### Assignment:
Only the images are to be dropped; the records themselves must be repeated exactly.

### Excerpted records:
┄┄┄┄┄┄┄┄┄┄
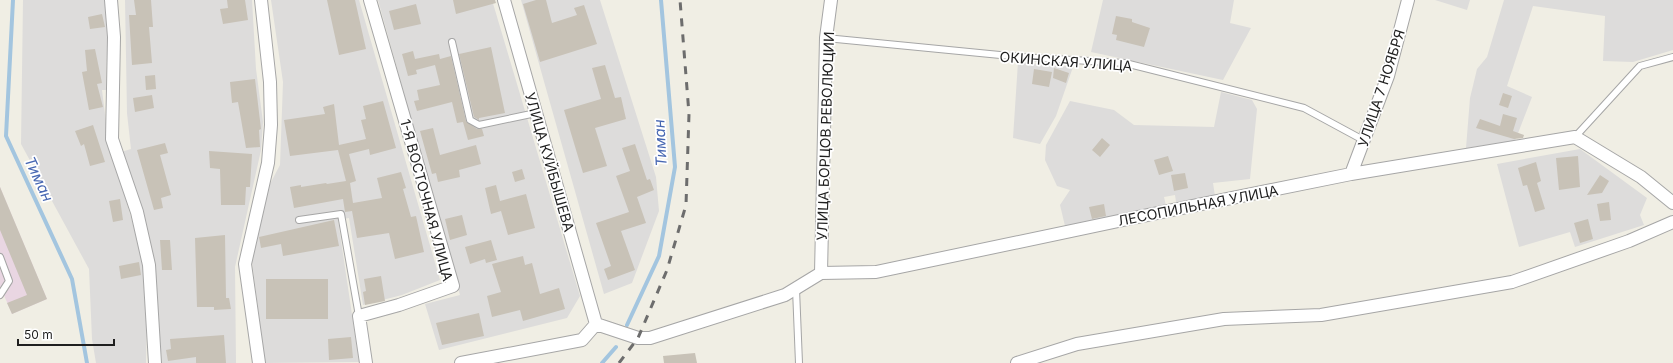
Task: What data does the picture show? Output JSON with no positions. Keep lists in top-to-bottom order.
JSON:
{
  "streets": {
    "street": [
      "УЛИЦА 7 НОЯБРЯ",
      "УЛИЦА БОРЦОВ РЕВОЛЮЦИИ",
      "УЛИЦА КУЙБЫШЕВА",
      "1-Я ВОСТОЧНАЯ УЛИЦА",
      "ЛЕСОПИЛЬНАЯ УЛИЦА"
    ],
    "lane": ["ОКИНСКАЯ УЛИЦА"]
  },
  "crossings": [
    ["ОКИНСКАЯ УЛИЦА", "УЛИЦА 7 НОЯБРЯ"],
    ["ОКИНСКАЯ УЛИЦА", "УЛИЦА БОРЦОВ РЕВОЛЮЦИИ"],
    ["УЛИЦА 7 НОЯБРЯ", "ЛЕСОПИЛЬНАЯ УЛИЦА"],
    ["УЛИЦА БОРЦОВ РЕВОЛЮЦИИ", "ЛЕСОПИЛЬНАЯ УЛИЦА"]
  ],
  "water": ["Тиман"],
  "scale_bar": "50 m"
}
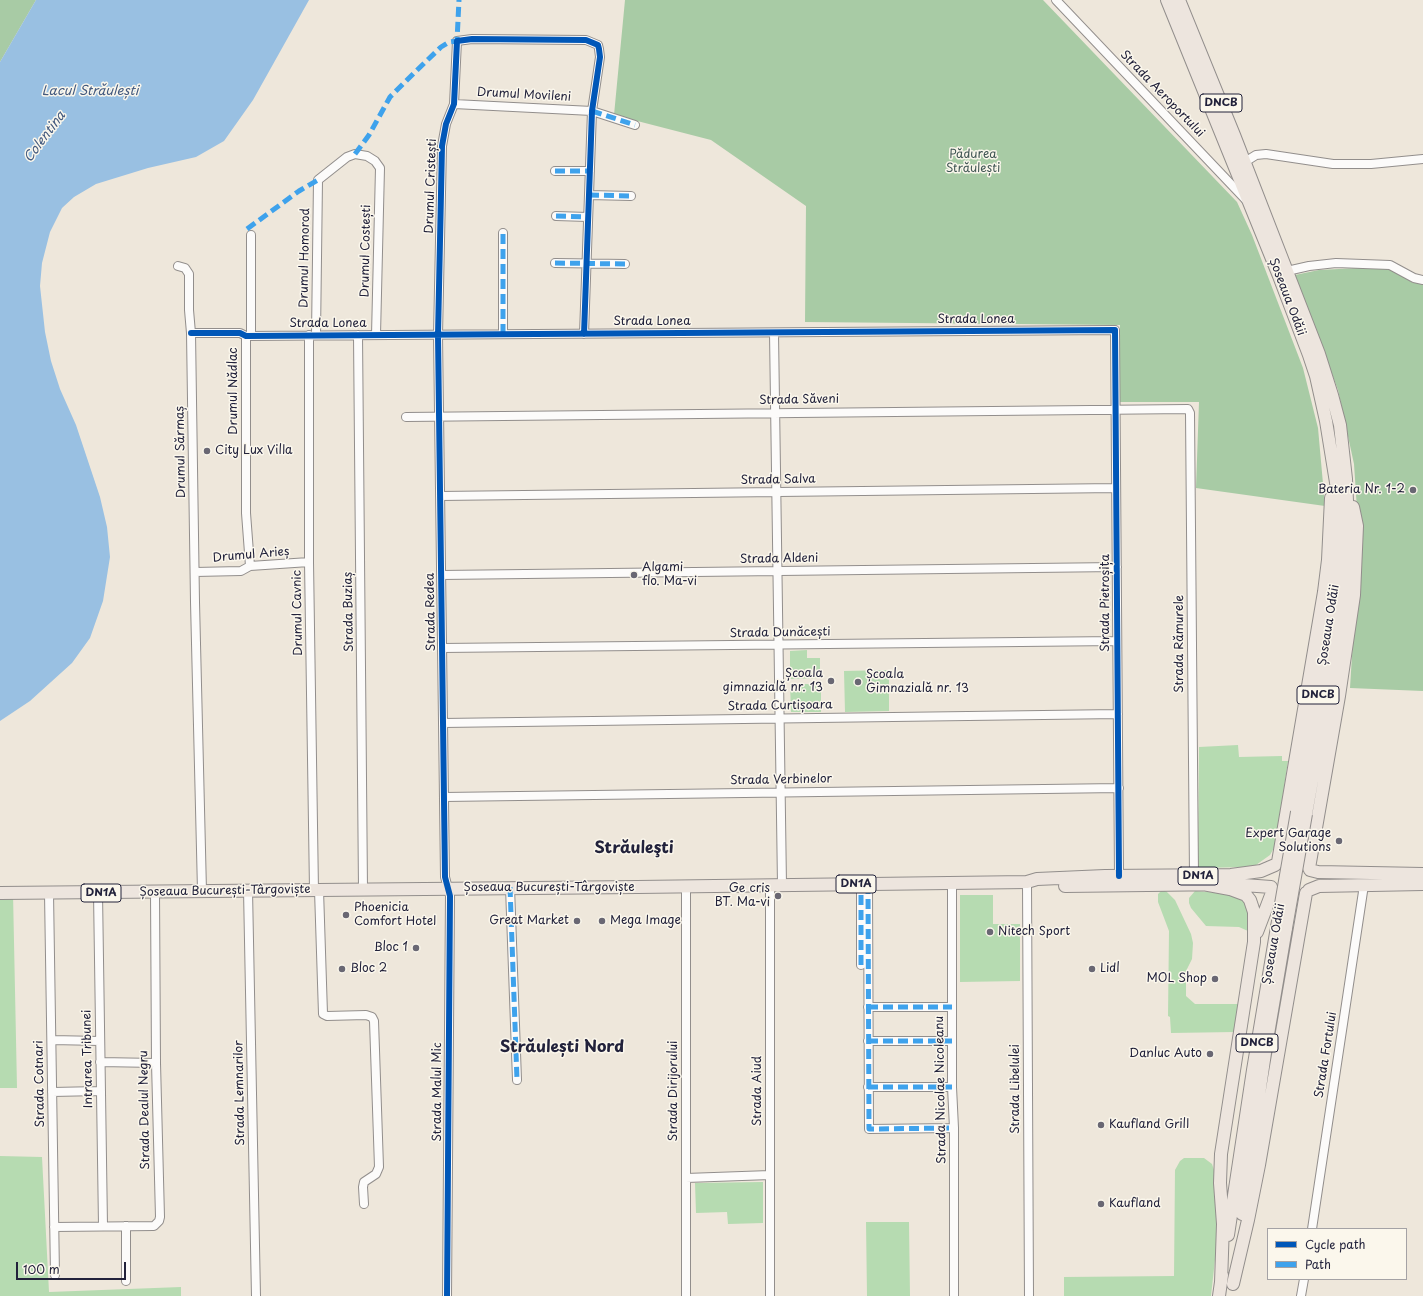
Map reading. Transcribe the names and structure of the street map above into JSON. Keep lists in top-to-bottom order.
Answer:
┄┄┄┄┄┄┄┄┄┄
### Exercise output:
Task: What data does the picture show? Output JSON with no positions. Keep lists in top-to-bottom order.
JSON:
{
  "streets": {
    "street": [
      "УЛИЦА 7 НОЯБРЯ",
      "УЛИЦА БОРЦОВ РЕВОЛЮЦИИ",
      "УЛИЦА КУЙБЫШЕВА",
      "1-Я ВОСТОЧНАЯ УЛИЦА",
      "ЛЕСОПИЛЬНАЯ УЛИЦА"
    ],
    "lane": ["ОКИНСКАЯ УЛИЦА"]
  },
  "crossings": [
    ["ОКИНСКАЯ УЛИЦА", "УЛИЦА 7 НОЯБРЯ"],
    ["ОКИНСКАЯ УЛИЦА", "УЛИЦА БОРЦОВ РЕВОЛЮЦИИ"],
    ["УЛИЦА 7 НОЯБРЯ", "ЛЕСОПИЛЬНАЯ УЛИЦА"],
    ["УЛИЦА БОРЦОВ РЕВОЛЮЦИИ", "ЛЕСОПИЛЬНАЯ УЛИЦА"]
  ],
  "water": ["Тиман"],
  "scale_bar": "50 m"
}
Map reading. Transcribe the names and structure of the street map above into JSON. Keep lists in top-to-bottom order.
Answer:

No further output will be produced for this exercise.